Tomcat high memory consume

steliomo · 1 November 2022 15:16

Hi all,

I facing memory issues with a DHIS2 v2.37.8. I have an event program deployed and I’m experiencing a huge memory consumption on my tomcat container. I moved from a shared server to a dedicated one and nothing changed. It seems to happen when the users a submitting data on the web version.

Can anyone help?

Thank you

Gassim · 1 November 2022 15:19

Hi @steliomo

Welcome back to the community! Please share the logs (without sensitive info) and as much detailed info about the issue as possible. How’s the consumption experienced? How is it affecting the users? How is the event program configured that’s making it different from other event programs? …etc

If we can reproduce the issue or know exactly what the cause is, it will be easier to find a solution.

Thank you!

steliomo · 1 November 2022 15:20

In just a few seconds see what happens.

steliomo · 1 November 2022 15:38

Thank you @Gassim,

In my understanding, there’s no special configuration of the event program. But when a non a super user logs in I experience a memory increase also happens when they submit data. the memory goes up until the container stop responding.

Please find the logs in the attached file.
logs.docx (154.7 KB)

Gassim · 2 November 2022 08:19

Thanks @steliomo!

There are two things that I noticed:

I see in the log it says:
* WARN 2022-11-01T15:51:25,284 Cannot get users with disjoint roles as user does not have any user roles (DefaultUserService.java [localhost-startStop-1])

Please check that the non-superuser has at least one role assigned to them

I also see this log which might be significant as well → “Local Cache (forced) instance created for” [something] (a trillion times) … which is superseded with:

Using legacy cache name [org.hibernate.cache.internal.StandardQueryCache] because configuration could not be found for cache [default-query-results-region].
Update your configuration to rename cache [org.hibernate.cache.internal.StandardQueryCache] to [default-query-results-region]

I’m not sure about this one but please check first by giving the user a role and if it doesn’t work we can ask the backend core software team.

Thanks!

steliomo · 2 November 2022 09:13

Hi @Gassim,
Thank you for your quick response. I had a look at the users all of them has at least a role.

steliomo · 2 November 2022 16:12

I’ve done a simple with the published container for the same version and I had the same behavior.
link: docker pull dhis2/core:2.37.8-tomcat-9.0.27-jdk11-openjdk-slim

steliomo · 3 November 2022 08:12

During my database debugging I realized that the system is running a query that takes too long and memory consumption every time I start the container. Can someone tell me the main purpose of the query?

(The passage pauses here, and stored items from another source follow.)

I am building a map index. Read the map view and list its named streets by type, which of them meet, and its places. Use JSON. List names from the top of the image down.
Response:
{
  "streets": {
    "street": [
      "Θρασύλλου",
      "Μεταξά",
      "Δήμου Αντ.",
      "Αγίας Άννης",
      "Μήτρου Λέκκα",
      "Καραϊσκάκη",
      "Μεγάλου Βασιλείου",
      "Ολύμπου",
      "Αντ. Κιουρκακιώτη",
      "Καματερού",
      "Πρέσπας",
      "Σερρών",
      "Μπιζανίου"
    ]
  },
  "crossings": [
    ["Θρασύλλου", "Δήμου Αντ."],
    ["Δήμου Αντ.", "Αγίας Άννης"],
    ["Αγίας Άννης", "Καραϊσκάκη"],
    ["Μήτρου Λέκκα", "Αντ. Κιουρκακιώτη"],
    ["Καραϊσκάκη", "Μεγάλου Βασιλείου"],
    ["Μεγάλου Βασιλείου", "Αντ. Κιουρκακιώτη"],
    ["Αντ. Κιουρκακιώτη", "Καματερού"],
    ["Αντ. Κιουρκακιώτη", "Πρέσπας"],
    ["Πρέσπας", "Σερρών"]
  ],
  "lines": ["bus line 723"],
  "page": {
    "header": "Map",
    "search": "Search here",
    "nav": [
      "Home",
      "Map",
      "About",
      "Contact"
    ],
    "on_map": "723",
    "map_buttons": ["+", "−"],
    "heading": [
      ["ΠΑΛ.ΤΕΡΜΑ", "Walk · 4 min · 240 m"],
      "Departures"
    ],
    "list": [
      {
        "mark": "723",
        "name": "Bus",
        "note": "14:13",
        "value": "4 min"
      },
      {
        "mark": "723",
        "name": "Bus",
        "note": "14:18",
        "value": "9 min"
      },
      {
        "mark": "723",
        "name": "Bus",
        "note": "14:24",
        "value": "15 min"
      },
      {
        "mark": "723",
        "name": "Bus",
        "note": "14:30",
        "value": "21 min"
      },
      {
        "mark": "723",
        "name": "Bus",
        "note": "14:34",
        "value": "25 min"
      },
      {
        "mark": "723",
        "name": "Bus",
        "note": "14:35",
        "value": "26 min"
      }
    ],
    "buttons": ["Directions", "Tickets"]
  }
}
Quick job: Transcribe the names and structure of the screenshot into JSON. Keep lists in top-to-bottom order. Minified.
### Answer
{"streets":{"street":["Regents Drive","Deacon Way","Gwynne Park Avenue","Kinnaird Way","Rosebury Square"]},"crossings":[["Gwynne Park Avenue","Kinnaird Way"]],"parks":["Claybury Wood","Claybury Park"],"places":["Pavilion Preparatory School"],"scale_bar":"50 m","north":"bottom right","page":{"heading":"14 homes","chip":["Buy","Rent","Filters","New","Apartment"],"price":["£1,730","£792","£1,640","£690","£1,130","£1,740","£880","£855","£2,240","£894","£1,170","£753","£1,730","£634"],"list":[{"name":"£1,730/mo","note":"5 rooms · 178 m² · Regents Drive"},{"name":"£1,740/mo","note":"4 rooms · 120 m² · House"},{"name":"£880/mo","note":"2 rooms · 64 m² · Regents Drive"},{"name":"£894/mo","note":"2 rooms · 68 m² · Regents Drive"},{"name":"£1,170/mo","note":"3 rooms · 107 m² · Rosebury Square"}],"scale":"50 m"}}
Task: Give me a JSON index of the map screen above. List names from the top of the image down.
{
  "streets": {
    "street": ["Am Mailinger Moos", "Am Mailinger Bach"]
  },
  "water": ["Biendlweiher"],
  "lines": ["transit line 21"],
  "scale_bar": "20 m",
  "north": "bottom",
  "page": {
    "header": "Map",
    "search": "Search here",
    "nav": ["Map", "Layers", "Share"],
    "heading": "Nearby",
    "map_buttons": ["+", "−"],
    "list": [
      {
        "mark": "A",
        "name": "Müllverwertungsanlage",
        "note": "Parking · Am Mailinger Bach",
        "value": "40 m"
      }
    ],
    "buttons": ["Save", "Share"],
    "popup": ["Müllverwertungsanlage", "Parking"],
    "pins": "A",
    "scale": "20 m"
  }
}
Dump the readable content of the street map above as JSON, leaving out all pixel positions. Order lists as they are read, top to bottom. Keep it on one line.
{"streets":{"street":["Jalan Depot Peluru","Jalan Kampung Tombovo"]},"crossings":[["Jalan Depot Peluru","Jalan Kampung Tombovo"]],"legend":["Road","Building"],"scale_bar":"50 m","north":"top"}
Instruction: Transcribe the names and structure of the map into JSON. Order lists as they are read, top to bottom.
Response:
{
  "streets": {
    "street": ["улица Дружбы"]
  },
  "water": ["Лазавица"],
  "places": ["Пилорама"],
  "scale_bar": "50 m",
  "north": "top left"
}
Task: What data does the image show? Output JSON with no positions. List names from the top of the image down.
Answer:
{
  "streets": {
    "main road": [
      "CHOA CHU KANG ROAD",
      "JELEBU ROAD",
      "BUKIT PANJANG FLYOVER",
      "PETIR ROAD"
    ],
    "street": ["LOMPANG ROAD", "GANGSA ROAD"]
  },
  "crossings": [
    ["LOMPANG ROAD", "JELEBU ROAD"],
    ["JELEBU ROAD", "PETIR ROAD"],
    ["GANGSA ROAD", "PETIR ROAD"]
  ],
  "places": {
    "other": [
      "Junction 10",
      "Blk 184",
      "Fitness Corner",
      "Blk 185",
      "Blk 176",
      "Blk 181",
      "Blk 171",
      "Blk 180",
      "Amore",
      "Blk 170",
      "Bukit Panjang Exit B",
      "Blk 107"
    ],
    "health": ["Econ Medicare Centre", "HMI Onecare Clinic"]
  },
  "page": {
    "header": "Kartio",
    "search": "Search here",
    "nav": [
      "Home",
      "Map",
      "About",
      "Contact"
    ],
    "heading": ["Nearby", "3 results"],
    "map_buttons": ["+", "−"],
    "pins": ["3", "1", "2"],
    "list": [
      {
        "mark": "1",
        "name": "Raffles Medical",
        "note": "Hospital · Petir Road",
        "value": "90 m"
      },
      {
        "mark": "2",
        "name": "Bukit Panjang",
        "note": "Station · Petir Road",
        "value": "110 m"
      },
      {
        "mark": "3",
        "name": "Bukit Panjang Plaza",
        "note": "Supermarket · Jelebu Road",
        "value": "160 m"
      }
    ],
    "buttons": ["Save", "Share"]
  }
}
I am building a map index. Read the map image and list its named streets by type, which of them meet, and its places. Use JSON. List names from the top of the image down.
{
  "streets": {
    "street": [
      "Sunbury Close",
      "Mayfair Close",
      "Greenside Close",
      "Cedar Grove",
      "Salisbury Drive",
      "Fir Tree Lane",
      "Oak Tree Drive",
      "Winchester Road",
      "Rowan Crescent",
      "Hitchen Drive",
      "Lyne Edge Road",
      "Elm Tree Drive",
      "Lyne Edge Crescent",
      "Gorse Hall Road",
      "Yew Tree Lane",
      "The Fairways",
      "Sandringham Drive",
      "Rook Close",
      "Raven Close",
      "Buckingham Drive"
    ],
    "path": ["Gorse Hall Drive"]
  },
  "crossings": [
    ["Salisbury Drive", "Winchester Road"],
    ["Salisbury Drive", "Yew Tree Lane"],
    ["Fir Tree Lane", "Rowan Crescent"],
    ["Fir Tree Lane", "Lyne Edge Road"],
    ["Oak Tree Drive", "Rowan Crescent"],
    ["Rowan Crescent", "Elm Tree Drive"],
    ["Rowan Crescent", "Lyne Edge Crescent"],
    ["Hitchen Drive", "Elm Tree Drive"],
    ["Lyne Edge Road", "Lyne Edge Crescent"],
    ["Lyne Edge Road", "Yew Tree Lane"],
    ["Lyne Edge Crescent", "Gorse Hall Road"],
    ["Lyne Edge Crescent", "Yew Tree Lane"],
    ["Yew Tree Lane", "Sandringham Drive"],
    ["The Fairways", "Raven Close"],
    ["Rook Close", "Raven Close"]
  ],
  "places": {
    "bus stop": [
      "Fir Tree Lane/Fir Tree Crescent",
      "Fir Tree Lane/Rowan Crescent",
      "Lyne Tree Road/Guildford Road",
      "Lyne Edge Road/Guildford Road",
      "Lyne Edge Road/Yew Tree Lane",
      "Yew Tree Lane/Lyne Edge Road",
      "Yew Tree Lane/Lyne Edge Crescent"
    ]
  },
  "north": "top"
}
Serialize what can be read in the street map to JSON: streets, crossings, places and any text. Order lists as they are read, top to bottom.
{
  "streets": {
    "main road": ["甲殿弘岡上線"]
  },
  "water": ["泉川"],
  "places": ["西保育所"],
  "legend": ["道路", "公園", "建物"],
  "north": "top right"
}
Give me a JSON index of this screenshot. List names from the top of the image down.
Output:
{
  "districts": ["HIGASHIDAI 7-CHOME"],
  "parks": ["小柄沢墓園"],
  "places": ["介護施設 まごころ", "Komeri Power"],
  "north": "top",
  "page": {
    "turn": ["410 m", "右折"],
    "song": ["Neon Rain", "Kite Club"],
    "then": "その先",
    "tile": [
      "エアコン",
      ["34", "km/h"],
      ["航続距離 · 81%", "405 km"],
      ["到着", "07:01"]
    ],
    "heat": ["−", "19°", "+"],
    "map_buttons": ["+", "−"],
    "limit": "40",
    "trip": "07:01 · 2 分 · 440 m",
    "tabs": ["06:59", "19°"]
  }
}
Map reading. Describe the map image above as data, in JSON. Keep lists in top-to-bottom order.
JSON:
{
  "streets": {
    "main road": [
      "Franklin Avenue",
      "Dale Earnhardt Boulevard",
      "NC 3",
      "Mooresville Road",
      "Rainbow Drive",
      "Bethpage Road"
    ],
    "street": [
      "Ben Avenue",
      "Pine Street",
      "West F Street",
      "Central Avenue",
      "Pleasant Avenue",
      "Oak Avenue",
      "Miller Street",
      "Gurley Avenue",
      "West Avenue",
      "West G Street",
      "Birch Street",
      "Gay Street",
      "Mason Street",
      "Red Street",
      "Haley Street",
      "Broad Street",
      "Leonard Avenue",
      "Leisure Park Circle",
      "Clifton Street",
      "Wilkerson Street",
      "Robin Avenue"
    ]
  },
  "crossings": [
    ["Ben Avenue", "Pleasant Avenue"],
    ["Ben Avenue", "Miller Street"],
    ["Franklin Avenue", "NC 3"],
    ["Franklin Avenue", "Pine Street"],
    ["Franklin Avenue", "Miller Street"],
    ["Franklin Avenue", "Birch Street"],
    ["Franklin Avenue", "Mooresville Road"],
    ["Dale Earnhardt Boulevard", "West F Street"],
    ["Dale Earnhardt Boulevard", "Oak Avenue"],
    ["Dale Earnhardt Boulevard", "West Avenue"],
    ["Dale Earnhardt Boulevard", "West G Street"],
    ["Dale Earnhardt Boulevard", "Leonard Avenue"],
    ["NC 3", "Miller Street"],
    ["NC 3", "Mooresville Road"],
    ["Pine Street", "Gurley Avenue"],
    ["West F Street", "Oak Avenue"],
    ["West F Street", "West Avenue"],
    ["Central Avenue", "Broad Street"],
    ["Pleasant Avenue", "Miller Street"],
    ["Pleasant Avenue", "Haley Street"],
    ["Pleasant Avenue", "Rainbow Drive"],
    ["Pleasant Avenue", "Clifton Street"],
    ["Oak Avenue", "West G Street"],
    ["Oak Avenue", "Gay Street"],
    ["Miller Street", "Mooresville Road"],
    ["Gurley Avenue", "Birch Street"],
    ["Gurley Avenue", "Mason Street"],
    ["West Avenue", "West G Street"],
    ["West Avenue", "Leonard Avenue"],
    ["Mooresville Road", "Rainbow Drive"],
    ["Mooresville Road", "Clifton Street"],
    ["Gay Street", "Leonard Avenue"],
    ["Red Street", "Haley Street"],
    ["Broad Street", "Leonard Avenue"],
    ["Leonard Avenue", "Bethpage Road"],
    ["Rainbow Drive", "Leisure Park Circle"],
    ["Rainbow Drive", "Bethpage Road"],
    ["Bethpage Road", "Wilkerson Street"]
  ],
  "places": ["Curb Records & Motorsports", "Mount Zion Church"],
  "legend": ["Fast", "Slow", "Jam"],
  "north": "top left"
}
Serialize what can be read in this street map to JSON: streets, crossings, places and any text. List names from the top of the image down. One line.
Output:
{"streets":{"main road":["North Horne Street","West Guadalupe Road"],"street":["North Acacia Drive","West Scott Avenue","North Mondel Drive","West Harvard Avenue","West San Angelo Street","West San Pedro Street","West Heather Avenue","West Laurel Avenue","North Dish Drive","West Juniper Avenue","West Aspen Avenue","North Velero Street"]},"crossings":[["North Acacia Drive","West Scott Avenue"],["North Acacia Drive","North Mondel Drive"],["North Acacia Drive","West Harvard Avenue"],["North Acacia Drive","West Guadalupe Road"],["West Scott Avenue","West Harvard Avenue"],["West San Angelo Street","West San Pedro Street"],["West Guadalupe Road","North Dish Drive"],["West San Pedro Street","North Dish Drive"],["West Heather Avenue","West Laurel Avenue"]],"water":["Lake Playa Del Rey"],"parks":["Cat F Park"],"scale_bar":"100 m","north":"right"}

select programsta0_.programinstanceid as program11_192_0_, programsta0_.programstageinstanceid as programs1_192_0_, programsta0_.programstageinstanceid as programs1_192_1_, programsta0_.uid as uid2_192_1_, programsta0_.code as code3_192_1_, programsta0_.created as created4_192_1_, programsta0_.createdbyuserinfo as createdb5_192_1_, programsta0_.lastUpdated as lastupda6_192_1_, programsta0_.lastupdatedbyuserinfo as lastupda7_192_1_, programsta0_.createdAtClient as createda8_192_1_, programsta0_.lastUpdatedAtClient as lastupda9_192_1_, programsta0_.lastsynchronized as lastsyn10_192_1_, programsta0_.programinstanceid as program11_192_1_, programsta0_.programstageid as program12_192_1_, programsta0_.attributeoptioncomboid as attribu13_192_1_, programsta0_.deleted as deleted14_192_1_, programsta0_.storedBy as storedb15_192_1_, programsta0_.duedate as duedate16_192_1_, programsta0_.executiondate as executi17_192_1_, programsta0_.organisationunitid as organis18_192_1_, programsta0_.status as status19_192_1_, programsta0_.completedBy as complet20_192_1_, programsta0_.completedDate as complet21_192_1_, programsta0_.geometry as geometr22_192_1_, programsta0_.assigneduserid as assigne23_192_1_, programsta0_.eventDataValues as eventda24_192_1_ from programstageinstance programsta0_ where programsta0_.programinstanceid=1 order by programsta0_.executiondate, programsta0_.duedate

There’s a big frame of data that the system just stops responding.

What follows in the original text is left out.